Vielen Dank für Ihre Aufmerksamkeit.

Fußnoten:

  1. ESRB (2014) Is Europe Overbanked?, Report of the Advisory Scientific Committee No. 4/June 2014.
  2. AR Dombret (2017) Der Kuchen wird kleiner. Konsolidierung und Neuausrichtung im deutschen Bankensektor.
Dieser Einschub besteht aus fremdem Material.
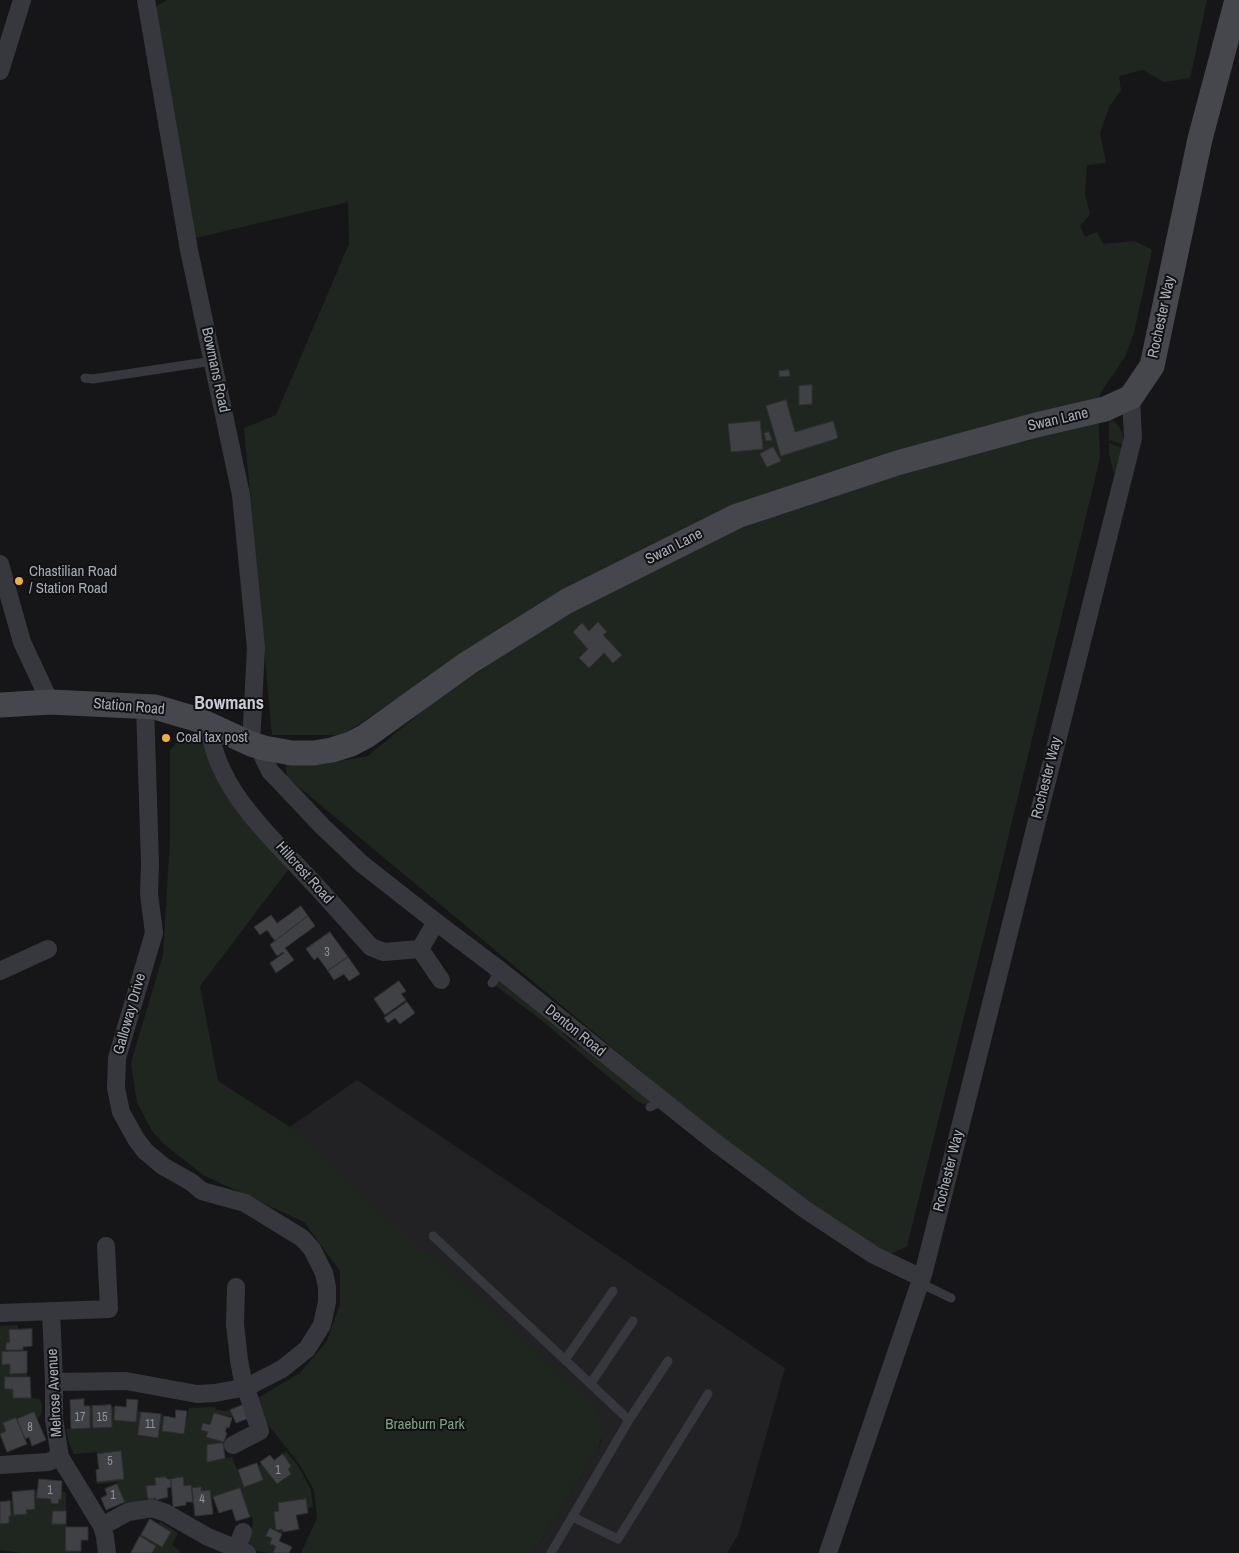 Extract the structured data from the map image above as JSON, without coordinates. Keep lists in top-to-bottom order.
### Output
{
  "streets": {
    "street": [
      "Rochester Way",
      "Bowmans Road",
      "Swan Lane",
      "Station Road",
      "Hillcrest Road",
      "Galloway Drive",
      "Denton Road",
      "Melrose Avenue"
    ]
  },
  "crossings": [
    ["Rochester Way", "Swan Lane"],
    ["Rochester Way", "Denton Road"],
    ["Bowmans Road", "Swan Lane"],
    ["Bowmans Road", "Station Road"],
    ["Bowmans Road", "Denton Road"],
    ["Swan Lane", "Station Road"],
    ["Swan Lane", "Denton Road"],
    ["Station Road", "Hillcrest Road"],
    ["Station Road", "Galloway Drive"],
    ["Station Road", "Denton Road"],
    ["Galloway Drive", "Melrose Avenue"]
  ],
  "districts": ["Bowmans"],
  "parks": ["Braeburn Park"],
  "places": ["Chastilian Road / Station Road", "Coal tax post"],
  "house_numbers": [
    "3",
    "17",
    "15",
    "11",
    "8",
    "5",
    "1",
    "1",
    "1",
    "4"
  ]
} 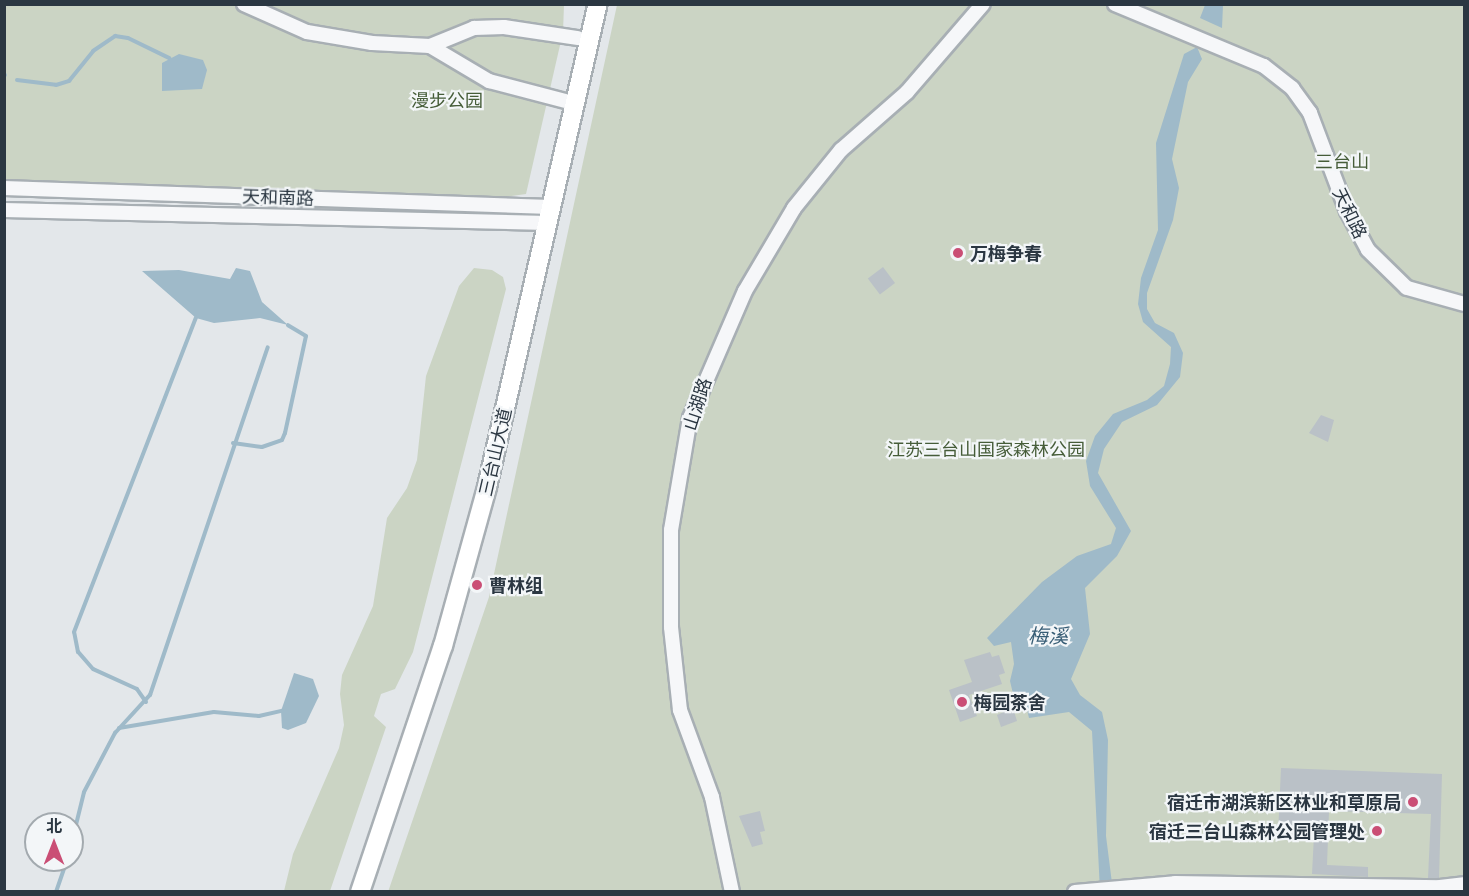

Rede auf der 5. Jahreskonferenz Gesamtbanksteuerung der Frankfurt School of Finance & Management am 30. März 2017.
  3. Rückgang des Jahresüberschusses vor Steuern.
  4. AR Dombret (2017) Eingangsstatement auf der Pressekonferenz zur Vorstellung der Ergebnisse der Niedrigzinsumfrage von Bundesbank und BaFin am 30. August 2017.
  5. European Central Bank (2017) Report on financial structures, October 2017.
  6. Für einen Überblick siehe: European Central Bank (2017) Financial Integration in Europe, Special feature: Cross-border bank consolidation in the euro area.
  7. L Laeven, L Ratnovski, H Tong (2016): Bank size, capital and systemic risk: Some international evidence. Journal of Banking & Finance, 69(S1): S. 25-S34. 
  8. Siehe European Central Bank (2017) Financial Integration in Europe, S. 48.
  9. AR Dombret (2017) Eingangsstatement auf der Pressekonferenz zur Vorstellung der Ergebnisse der Niedrigzinsumfrage von Bundesbank und BaFin am 30. August 2017.
  10. D Nouy (2017) Too much of a good thing? The need for consolidation in the European banking sector. Speech at the VIII Financial Forum, Madrid, 27 September 2017; ECB (2017) Financial Integration in Europe.
  11. Obwohl der Bankensektor seit 2008 beträchtlich geschrumpft ist, sind im gleichen Zeitraum die Zahl und das Volumen von M&A-Transaktionen in der EU zurückgegangen -- vor allem seit 2013. Auch die Konzentration des Sektors stieg bis 2014 nur leicht, und ist seitdem sogar wieder leicht rückläufig. Für Details siehe: ECB (2017) Financial Integration in Europe, Special feature: Cross-border bank consolidation in the euro area.
  12. European Central Bank (2017) Financial Integration in Europe, S. 50-1.